[Collected data entries]

BEGIN

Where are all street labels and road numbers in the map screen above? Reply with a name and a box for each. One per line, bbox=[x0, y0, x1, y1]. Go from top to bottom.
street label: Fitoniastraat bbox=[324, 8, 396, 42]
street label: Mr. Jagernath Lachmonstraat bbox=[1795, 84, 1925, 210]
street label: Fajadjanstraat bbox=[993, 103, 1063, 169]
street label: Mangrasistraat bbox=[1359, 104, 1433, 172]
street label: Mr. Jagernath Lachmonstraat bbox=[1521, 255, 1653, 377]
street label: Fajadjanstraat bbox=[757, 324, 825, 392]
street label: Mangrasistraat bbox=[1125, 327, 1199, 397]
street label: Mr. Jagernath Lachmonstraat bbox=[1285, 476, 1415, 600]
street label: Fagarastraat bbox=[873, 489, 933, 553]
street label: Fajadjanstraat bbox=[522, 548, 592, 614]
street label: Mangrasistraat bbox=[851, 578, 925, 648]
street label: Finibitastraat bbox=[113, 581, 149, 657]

END

TASK DIRECTIONS:
Repeat every record exactly as written, please.

WRITTEN ANSWER:
Where are all street labels and road numbers in the map screen above? Reply with a name and a box for each. One per line, bbox=[x0, y0, x1, y1]. Go from top to bottom.
street label: Fitoniastraat bbox=[324, 8, 396, 42]
street label: Mr. Jagernath Lachmonstraat bbox=[1795, 84, 1925, 210]
street label: Fajadjanstraat bbox=[993, 103, 1063, 169]
street label: Mangrasistraat bbox=[1359, 104, 1433, 172]
street label: Mr. Jagernath Lachmonstraat bbox=[1521, 255, 1653, 377]
street label: Fajadjanstraat bbox=[757, 324, 825, 392]
street label: Mangrasistraat bbox=[1125, 327, 1199, 397]
street label: Mr. Jagernath Lachmonstraat bbox=[1285, 476, 1415, 600]
street label: Fagarastraat bbox=[873, 489, 933, 553]
street label: Fajadjanstraat bbox=[522, 548, 592, 614]
street label: Mangrasistraat bbox=[851, 578, 925, 648]
street label: Finibitastraat bbox=[113, 581, 149, 657]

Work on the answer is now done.